LONDON (Reuters) - Britain must stay in a comprehensive customs union with the European Union in order to preserve trade in its biggest markets after Brexit, the business lobby group CBI said on Sunday.
Prime Minister Theresa May ruled out remaining a member of the European single market and the European Customs Union a year ago, saying that Britain wanted the freedom to negotiate its own trade deals.
The CBI’s Director General Carolyn Fairbairn said Britain’s businesses valued the certainty of existing free trade in Europe above and beyond possible future trade deals elsewhere.
“Looking at this hard choice around customs union or not, the value of our frictionless trade within the European Union is worth more than having the potentially unknown value of trade deals in other parts of the world,” she told ITV’s Peston On Sunday.
Fairbairn was speaking ahead of a speech on Monday in which she will call for greater urgency in Brexit talks to give clarity to companies that will otherwise need to trigger alternative plans, including moving jobs and investment offshore.
“Time is running out - by March next year our country will be out of the EU,” she will say, according to excerpts of the speech released on Sunday.
The British government said it had already made good progress in Brexit talks, with agreements in a range of issues such as citizens’ rights and the financial settlement, and it was confident it could negotiate a bespoke trade deal.
“The EU has said they will offer their most ambitious free trade approach and we are confident of negotiating a deep and special economic partnership that includes a good deal for financial services - that will be in the EU’s best interests, as well as ours,” a Department for Exiting the European Union spokeswoman said.
“But, as the Prime Minister has already made clear, we will be leaving the single market and the customs union after EU exit day.”

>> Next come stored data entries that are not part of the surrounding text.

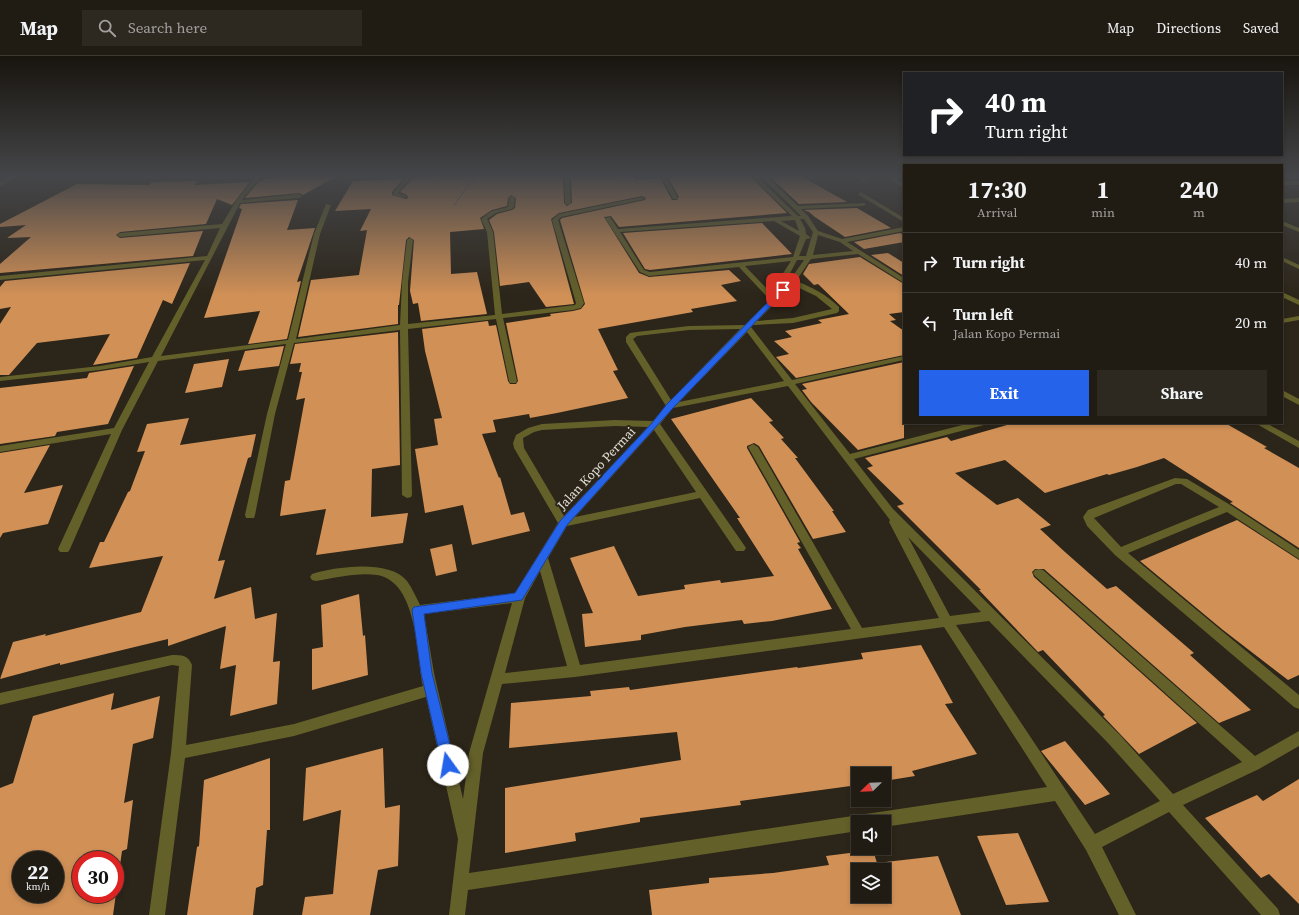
<!DOCTYPE html>
<html lang="en">
<head>
<meta charset="utf-8">
<style>
  body { margin:0; font-family:"Source Serif 4",serif; background:#2d2921; color:#f1f3f6; height:100vh; display:flex; flex-direction:column; font-size:15px; white-space:nowrap }
  * { box-sizing:border-box; margin:0 }
  p { font-size:13px; color:#a2a1a0 }
  .icon { flex:none; width:22px; height:22px; fill:none; stroke:currentColor; stroke-width:2; stroke-linecap:round; stroke-linejoin:round }
  .map { position:relative; flex:1; overflow:hidden }
  .sheet { position:absolute; left:903px; top:108px; width:380px; height:260px; display:flex; flex-direction:column; background:#211c13; border-radius:0px; box-shadow:0 2px 6px #0003,0 0 0 1px #3e3a33 }
  .sheet>* { flex:none }
  .guide { position:absolute; left:903px; top:16px; width:380px; height:84px; border-radius:0px; box-shadow:0 2px 6px #0003,0 0 0 1px #3e3a33; background:#202124; color:#fff; overflow:hidden }
  .needle { width:26px; rotate:247deg }
  .fabs { position:absolute; left:851px; top:711px; display:grid; gap:8px }
  .fabs a { display:grid; place-items:center; width:40px; height:40px; border-radius:0px; background:#211c13; box-shadow:0 2px 6px #0003,0 0 0 1px #3e3a33; font-size:20px }
  .speed { position:absolute; left:12px; top:795px; display:flex; gap:8px; font-size:20px; font-weight:700; text-align:center }
  .speed>* { display:grid; place-content:center; width:52px; height:52px; border-radius:50%; background:#211c13; box-shadow:0 2px 6px #0003,0 0 0 1px #3e3a33; line-height:1 }
  .speed small { font-size:10px; font-weight:400 }
  .speed .limit { border:6px solid #d22; background:#fff; color:#111 }
  .pin { position:absolute; display:grid; place-items:center; width:34px; height:34px; color:#fff; margin:-17px; border-radius:8px; box-shadow:0 2px 6px #0006 }
  .me { position:absolute; width:44px; margin:-22px; rotate:347deg; stroke-linejoin:round; filter:drop-shadow(0 0 3px #0008) }
  .turn { display:flex; align-items:center; gap:14px; height:84px; padding:0 16px; font-size:18px }
  .turn .icon { width:52px; height:52px; stroke-width:2.5 }
  .turn b { display:block; font-size:28px; line-height:34px }
  .eta { display:flex; justify-content:space-evenly; align-items:center; height:68px; text-align:center }
  .eta b { font-size:24px; font-weight:700; line-height:28px }
  .primary-button { display:flex; gap:8px; margin-top:auto; padding:8px 16px }
  .primary-button a { flex:1; height:46px; border-radius:0px; background:#2563eb; color:#fff; font-size:16px; font-weight:700; line-height:46px; text-align:center }
  .primary-button a+a { background:#2d2921; color:#f1f3f6 }
  ul { padding:0; list-style:none }
  li { display:flex; align-items:center; gap:12px; height:60px; padding:0 16px; border-top:1px solid #3e3a33 }
  li div { flex:1 }
  li b { display:block; font-size:15px }
  li em { font-style:normal }
  header { display:flex; align-items:center; gap:24px; box-sizing:border-box; height:56px; padding:0 20px; background:#211c13; border-bottom:1px solid #3e3a33 }
  header strong { font-size:19px }
  nav { display:flex; gap:22px; margin-inline-start:auto; font-size:14px }
  .search { width:280px; height:36px; background:#2d2921; display:flex; align-items:center; gap:10px; box-sizing:border-box; padding:0 14px; border-radius:0px; color:#a2a1a0; font-size:15px }
  .map>svg:first-child { display:block }
</style>
</head>
<body>
<header>
<strong>Map</strong>
<div class="search"><svg class="icon" aria-label="search" viewBox="0 0 24 24"><circle cx="10" cy="10" r="6"/><path d="M15 15l6 6"/></svg>Search here</div>
<nav><a>Map</a><a>Directions</a><a>Saved</a></nav>
</header>
<div class="map">
<svg width="1299" height="859" viewBox="0 0 1299 859">
  <rect width="100%" height="100%" fill="#2c2519"/>
  <!-- building -->
  <path fill="#d19056" fill-rule="evenodd" d="M477,119L560,120V122L563,121L564,147L567,150L572,147L571,121L633,120L636,124L660,122L672,144H677L679,141L668,121L687,119H749L787,157L619,171L611,160L604,161L639,217L649,221L729,214L741,225L721,229L737,245L691,253L693,256L598,273L618,314L613,315L628,342L557,357L530,362L529,358L493,364L496,376L482,378L499,422L500,421L511,459L524,456L530,475L472,489L463,449L425,457L415,393L438,389L434,363L442,362L425,295L422,273L488,265L489,270L496,269L508,325L510,328H516L518,325L506,267L551,260L550,258L573,255L581,253L585,248L560,164L562,162L645,144L646,142L642,140L559,157L551,163L574,248L546,251L529,226L500,230L494,176L489,164L497,158L512,154L515,152L516,142L511,139L508,142L507,150L492,154L480,162L484,173L450,176L451,218L477,216L487,258L421,265L418,247L413,248L410,235L414,184L409,181L406,184L399,249H398V268L298,281L311,224L359,219L367,174L360,175L371,153L335,155L353,125L403,123L392,136V139L406,143L408,142L407,139L400,136L413,122H427L429,120L476,121Z
    M768,119H799L847,146L799,148Z
    M293,121H335L303,139L299,137L245,142L259,125H263L264,123Z
    M198,125L194,129L250,126L232,149L217,143L206,168L120,176L116,179L120,182L203,175L193,200L0,217V208L31,181L7,182L26,169L0,171V168L77,128L149,129L152,126Z
    M298,144L287,174L315,172L297,226L301,225L287,283L248,288L260,255L204,262L242,153L239,152L241,148Z
    M857,152L891,172L845,181L815,161L809,156L804,154Z
    M762,167L792,198L650,214L645,213L623,177Z
    M900,177L904,179V186L864,193L854,186Z
    M888,197L904,207V220L871,199Z
    M860,201L904,228V256L889,258L896,264L890,265L904,275V299L796,322L776,301L789,298L774,285L792,281L785,275L822,267L818,264L849,258L818,228L814,229L803,218L809,208Z
    M190,207L172,248L163,244L137,302L93,309L110,278L37,287L9,319H0V268L11,251L0,253V231L5,225Z
    M398,276L400,409L372,413L371,461L408,457L403,487L316,499L326,453L280,460L285,425L290,424L305,342L296,344L302,316H299L301,307L290,308L295,288Z
    M284,290L279,310L238,315L245,295Z
    M229,303L222,331L185,337L194,308Z
    M904,306V382L858,394L811,346L802,334L807,333L802,328Z
    M134,310L108,368L57,376L55,380L0,388V332L87,322L89,317Z
    M751,342L773,365L769,366L784,382L781,383L798,402H795L834,455H832L846,476L813,483L759,390L754,387L747,390V392L800,486L797,487L801,492L798,493L832,553L772,565L744,568L742,564L685,571L641,579V584L585,591L582,558L593,557L570,502L614,490L638,540L685,533L684,529L720,524L721,527L774,520L737,462H740L671,363Z
    M189,362L180,389L256,378L251,401L248,402L218,505L225,504L214,543L251,531L255,563L277,557L273,606L280,605L277,648L230,660L236,609L220,613L226,570L168,590V583L60,609V607L0,623L13,586L46,578L45,580L141,556L163,500L89,512L100,486H104L128,436L130,435L145,395L137,396L147,368Z
    M1014,367H1225L1267,391L1264,392L1299,412V492L1230,447L1233,446L1164,402L1137,411L1109,419L1107,418L1045,437L1005,404L955,417L997,449L1018,442L1051,469L1040,473L1065,496L1107,533L1116,530L1194,597L1190,599L1251,654L1219,667L1044,513H1035L1032,516L1034,521L1197,667L1139,698L1103,660L1105,659L1043,594L1038,596L979,534H981L897,450L904,448L867,412L873,410L865,402L947,381L951,385Z
    M50,389L24,437L63,429L48,468L3,477L0,482V397Z
    M1237,464L1299,504V619L1288,624L1223,574L1140,505Z
    M452,488L457,515L436,520L430,493Z
    M359,538L363,580L365,579L368,619L312,634V593L323,591L321,549Z
    M921,589L953,647L945,648L977,698L912,715L915,720L884,725V718H858V729L740,745L741,749L640,762V766L575,777L576,785L505,797V732L681,704L677,676L509,692L511,647L591,640L590,635L629,631L630,634L797,611L798,612L863,603L861,597Z
    M114,637L111,654L160,640L153,682L133,688L124,747L133,744L127,793L122,795L113,859H0V732L13,727L33,660ZM21,804H55V838H21ZM81,804H115V838H81Z
    M1065,685L1110,738L1085,749L1041,695Z
    M383,692L385,752L400,749L398,810L378,814L370,859H302L305,841L333,838L341,754L303,765L306,712Z
    M270,702V774H267L263,829L256,832L253,859H187L197,791L199,790L204,724Z
    M1299,723V848L1269,818L1261,822L1205,762L1257,739L1263,745Z
    M1018,777L1049,846L1006,849L977,780Z
    M873,794L877,807L938,800L961,859H652L649,834L709,827V822L773,817L829,809L826,800ZM858,814H884V840H858Z"/>
  <g fill="none" stroke-linecap="round" stroke-linejoin="round">
    <!-- path -->
    <path stroke="#756f65" stroke-width="1.5" stroke-dasharray="2 1" stroke-linecap="butt" d="M454,149L476,119"/>
    <!-- minor -->
    <path fill="#646029" fill-rule="evenodd" d="M12,119H19L0,130V126Z
      M257,119H262L242,144L299,138L302,140L299,142L240,147L161,300L288,284L314,178L326,148L331,149L320,178L296,283L400,269L402,226L407,184L410,182L413,184L408,226V268L495,259L487,176L481,163L492,155L508,151L509,142L512,140L515,142L514,151L512,153L496,157L487,163L493,176L502,258L575,249L576,247L552,164L559,158L642,141L645,143L561,161L558,164L584,247L581,252L573,254L503,262L517,325L516,327H510L509,325L496,263L408,273L412,439L411,441L407,442L402,439L400,274L294,287L275,358L255,459L254,462H246L245,459L267,358L286,288L158,305L122,374L70,493L68,496H60L58,493L111,378L0,396V390L114,372L149,306L100,314L0,325V321L100,310L152,301L205,204L0,224V220L207,200L220,172L120,181L117,179L120,177L222,168L236,145Z
      M408,119H413L398,137L406,140V142L393,139V137Z
      M564,119H569L571,147L568,149L565,147Z
      M660,119H665L678,142L677,143H673Z
      M750,119H755L798,160H801L760,119H765L798,150L865,147V149L863,150L801,153L808,160L818,175L842,183L904,171V175L847,186L904,222V227L858,198L811,203L796,225C812,231 827,239 839,251V255L837,257L793,267L753,269L751,271L792,324L904,300V304L795,328L850,398L970,367H985L984,369L854,403L893,453L1119,678L1173,738L1242,706L1035,520L1033,517L1035,514L1039,513L1043,514L1255,700L1299,675V690L1259,713L1183,749L1278,853L1280,859H1261L1169,756L1102,791L1136,859H1119L1086,794L1055,745L884,771V766H858V775L468,834L465,859H449L458,783L426,641L294,680L185,702L165,859H149L171,697L179,610L172,609L0,649V637L172,599C182,599 188,599 192,609L186,689L294,668L423,630C416,598 418,526 377,519C358,516 334,522 316,525L312,524L310,521L312,518C335,511 389,503 407,525C412,532 416,541 420,549L515,537L558,467L514,392L513,387L516,379L528,372L542,368L615,364L653,365L666,350L626,286V281L630,277L637,276L689,270L745,269L770,244L739,211L649,220L640,216L605,162L610,161L618,173L792,160ZM800,163H804L813,176L806,200H799L806,183L811,182L806,178L805,172ZM795,164L799,175L781,165ZM774,165L800,180L793,201L650,216L644,214L620,176ZM818,179L840,186L853,195L813,199ZM797,204H804L790,224L787,223ZM791,205L782,219L780,230L782,232L774,240L745,210ZM793,229L816,240L832,253L793,262L757,265ZM740,273L671,344L633,283L637,280L689,274ZM747,276L784,325L679,346ZM788,330L890,464L889,466L939,562L862,572L758,391L753,388L748,391L851,573L580,609L548,502L567,470L700,442L736,495H744L746,492L744,489L660,368L673,352ZM615,370L648,371L564,460L524,392L523,382L534,376L542,374ZM654,374L696,436L575,461ZM908,481L981,556L950,560ZM540,515L567,610L505,617L525,542ZM512,547L469,697L463,743L434,617L424,558ZM989,565L1109,688L1160,745L1095,778L956,569ZM944,571L1047,731L469,817L483,697L502,628L575,621Z
      M856,119H861L868,126L863,127Z
      M886,119H892L904,129V133Z
      M1282,125H1299V129H1282Z
      M861,136L904,162V166L859,139L858,138Z
      M1299,142V146L1282,147V143Z
      M1282,165L1299,172V176L1282,169Z
      M1282,201L1299,209V213L1282,205Z
      M1282,236L1299,244V249L1282,241Z
      M1299,260V264L1282,267V263Z
      M1282,334L1299,343V349L1282,340Z
      M1255,367H1266L1299,385V392Z
      M1175,422L1187,423L1232,450L1299,494V503L1227,456L1128,497L1299,639V653L1294,651L1115,499L1087,470L1083,461L1088,454ZM1176,428H1181L1219,451L1121,491L1094,462Z"/>
  </g>
  <!-- sky -->
  <linearGradient id="sky" x2="0" y2="1"><stop stop-color="#18140e"/><stop offset="0.5" stop-color="#454649"/><stop offset="1" stop-color="#454649" stop-opacity="0"/></linearGradient>
  <rect width="1299" height="240" fill="url(#sky)"/>
  <!-- route -->
  <path fill="#2563eb" stroke="#184099" d="M781,233L786,234L673,352L567,469L522,544L424,558L432,617L455,709L453,713L448,715L443,713L421,617L412,554L414,551L515,537L560,465L652,367L667,348Z"/>
  <g text-anchor="middle" stroke-width="4" stroke-linejoin="round" paint-order="stroke">
    <!-- street labels -->
    <g font-size="13" fill="#e1ddd5" stroke="#2c2519">
      <text transform="translate(596 412) rotate(-47)" y="5">Jalan Kopo Permai</text>
    </g>
  </g>
</svg>
<div class="fabs">
<a><svg class="needle" viewBox="-14 -14 28 28"><path d="M0-13l5 13h-10z" fill="#e53935"/><path d="M0 13l5-13h-10z" fill="#a2a1a0"/></svg></a>
<a><svg class="icon" aria-label="sound" viewBox="0 0 24 24"><path d="M4 9h4l5-4v14l-5-4H4zM17 9q2 3 0 6"/></svg></a>
<a><svg class="icon" aria-label="layers" viewBox="0 0 24 24"><path d="M12 4l9 5-9 5-9-5zM3 14l9 5 9-5"/></svg></a>
</div>
<div class="speed"><div>22<small>km/h</small></div><div class="limit">30</div></div>
<div class="pin" style="left:783px;top:234px;background:#d93025"><svg class="icon" aria-label="arrive" viewBox="0 0 24 24"><path d="M6 21V4h12l-3 4 3 4H6"/></svg></div>
<svg class="me" style="left:448px;top:709px" viewBox="-20 -20 40 40"><circle r="19" fill="#fff"/><path d="M0-13L10 11 0 6-10 11z" fill="#2563eb"/></svg>
<div class="guide">
<div class="turn"><svg class="icon" aria-label="right" viewBox="0 0 24 24"><path d="M7 20v-9h11M14 6l5 5-5 5"/></svg><div><b>40 m</b>Turn right</div></div>
</div>
<section class="sheet">
<div class="eta">
<div><b>17:30</b><p>Arrival</p></div>
<div><b>1</b><p>min</p></div>
<div><b>240</b><p>m</p></div>
</div>
<ul>
<li><svg class="icon" aria-label="right" viewBox="0 0 24 24"><path d="M7 20v-9h11M14 6l5 5-5 5"/></svg><div><b>Turn right</b></div><em>40 m</em></li>
<li><svg class="icon" aria-label="left" viewBox="0 0 24 24"><path d="M17 20v-9H6M10 6l-5 5 5 5"/></svg><div><b>Turn left</b><p>Jalan Kopo Permai</p></div><em>20 m</em></li>
</ul>
<div class="primary-button"><a>Exit</a><a>Share</a></div>
</section>
</div>
</body>
</html>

Fairbairn will call for a “jobs-first” transition deal to be nailed down in the next 70 days in her speech and unambiguous heads of terms to be agreed with the European Union by October.
She will say a no deal scenario would be an act of “great economic self harm”, by imposing billions of pounds of costs on UK goods sold to the EU and vice versa, and existing trade deals between the EU and Canada and the EU Norway would not be the best solution for Britain.
Greater flexibility is needed from both sets of negotiators, and opening positions need to be revisited to deliver a deal that builds on 40 years of economic integration.
“Economics and prosperity must be put ahead of politics and red lines,” she will say.